Desde o “big bang”, a singularidade que gerou o universo, com uma grande explosão, há mais de 13 bilhões de anos, nenhum espaço fica sem ser preenchido. Os espaços no universo, segundo esta teoria, são ocupados por átomos, energia e matéria escura. No tecido social ocorre o mesmo, onde os acontecimentos se sucedem como que, num turbilhão de eventos, novos atores entram em cena a medida que antigos vão saindo.

 

Na política, o fenômeno é o mesmo. Não há espaços vazios. Na eleição de 2012, para a Prefeitura de Curitiba, a disputa começou embolada com os três principais candidatos: Gustavo Fruet (PDT), Ratinho Junior (PSC) e o prefeito Luciano Ducci (PSB) com cerca de 25%, cada, nas pesquisas de intenções de votos.
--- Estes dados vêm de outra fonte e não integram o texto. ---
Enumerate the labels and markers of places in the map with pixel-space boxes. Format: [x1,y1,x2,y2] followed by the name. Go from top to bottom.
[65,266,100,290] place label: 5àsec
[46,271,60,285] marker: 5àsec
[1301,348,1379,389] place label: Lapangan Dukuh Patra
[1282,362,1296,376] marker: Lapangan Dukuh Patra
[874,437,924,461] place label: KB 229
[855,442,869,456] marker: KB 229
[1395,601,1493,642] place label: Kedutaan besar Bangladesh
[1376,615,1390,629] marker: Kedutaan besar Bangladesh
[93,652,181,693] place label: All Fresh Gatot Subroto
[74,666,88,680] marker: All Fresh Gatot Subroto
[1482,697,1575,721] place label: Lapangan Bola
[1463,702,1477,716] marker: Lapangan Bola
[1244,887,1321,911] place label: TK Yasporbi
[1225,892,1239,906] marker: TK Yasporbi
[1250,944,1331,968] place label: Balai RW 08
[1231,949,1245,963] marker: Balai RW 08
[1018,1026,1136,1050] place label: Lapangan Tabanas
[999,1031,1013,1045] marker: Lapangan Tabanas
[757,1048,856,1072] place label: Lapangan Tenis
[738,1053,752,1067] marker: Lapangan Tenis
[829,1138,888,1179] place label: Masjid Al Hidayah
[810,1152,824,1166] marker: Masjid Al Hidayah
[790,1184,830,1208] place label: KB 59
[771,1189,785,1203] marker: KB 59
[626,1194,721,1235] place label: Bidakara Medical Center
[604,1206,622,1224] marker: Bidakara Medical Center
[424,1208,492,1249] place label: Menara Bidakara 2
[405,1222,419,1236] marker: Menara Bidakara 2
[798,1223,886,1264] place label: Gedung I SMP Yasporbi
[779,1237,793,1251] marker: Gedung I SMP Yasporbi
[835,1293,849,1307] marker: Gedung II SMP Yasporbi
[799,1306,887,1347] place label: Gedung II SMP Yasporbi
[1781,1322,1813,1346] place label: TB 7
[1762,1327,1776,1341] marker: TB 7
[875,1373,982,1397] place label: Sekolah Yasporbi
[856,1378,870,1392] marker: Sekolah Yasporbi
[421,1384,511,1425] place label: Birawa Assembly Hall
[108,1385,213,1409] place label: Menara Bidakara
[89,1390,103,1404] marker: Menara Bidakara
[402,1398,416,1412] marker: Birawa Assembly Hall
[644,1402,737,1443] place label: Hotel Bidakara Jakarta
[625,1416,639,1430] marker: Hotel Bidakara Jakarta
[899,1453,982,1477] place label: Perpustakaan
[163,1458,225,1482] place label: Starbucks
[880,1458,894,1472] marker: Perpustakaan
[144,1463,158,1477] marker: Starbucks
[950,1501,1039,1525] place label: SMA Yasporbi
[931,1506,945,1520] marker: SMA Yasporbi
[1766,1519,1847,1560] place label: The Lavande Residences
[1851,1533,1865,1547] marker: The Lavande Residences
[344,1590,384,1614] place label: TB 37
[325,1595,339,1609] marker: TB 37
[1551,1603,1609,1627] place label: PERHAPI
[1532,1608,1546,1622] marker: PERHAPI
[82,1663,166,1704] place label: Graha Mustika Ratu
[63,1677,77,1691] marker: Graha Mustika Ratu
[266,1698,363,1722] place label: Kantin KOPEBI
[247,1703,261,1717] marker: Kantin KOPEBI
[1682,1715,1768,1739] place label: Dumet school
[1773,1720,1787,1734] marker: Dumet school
À medida em que a campanha foi se intensificando, Ratinho se distanciou na frente, Ducci permaneceu no mesmo patamar, e Fruet despencou para menos de 15% nas pesquisas.

 

Um dos argumentos que se ouvia nas ruas para a queda de Fruet era a coligação com o PT. O fato dele ter a vice do Partido dos Trabalhadores soava como uma traição à sua história e ao seu passado, já que fora uma das grandes revelações da CPI dos Correios que desembocou no Mensalão, onde as principais lideranças petistas foram condenadas por corrupção.

Quando estava no fundo do poço, os seus principais coordenadores de campanha e aliados partidários começaram a abandonar o barco. Mas o PDT, partido que o abrigou ao deixar PSDB, manteve-se firme, sob o comando do Prof. Picler, então presidente local, do líder da bancada na Câmara Municipal, Tito Zeglin, da chapa de candidatos a vereadores, virando o jogo e vencendo as eleições com o apoio do povo curitibano.

 

Agora, quando Fruet amarga uma avaliação negativa de 65% do eleitorado curitibano, seus aliados de 2012, PT e PV, formam um blocão na Câmara de Curitiba com o PSC de Ratinho Junior, o líder nas pesquisas para a sucessão municipal de 2016, e outros partidos. Como dizia Leonel Brizola, começaram a costear o alambrado esperando o momento certo para pular para outro lado da cerca.

 

Esta é a política, não há espaços vazios. Rei morto, rei posto. A certeza é que só o PDT estará com Fruet até o fim.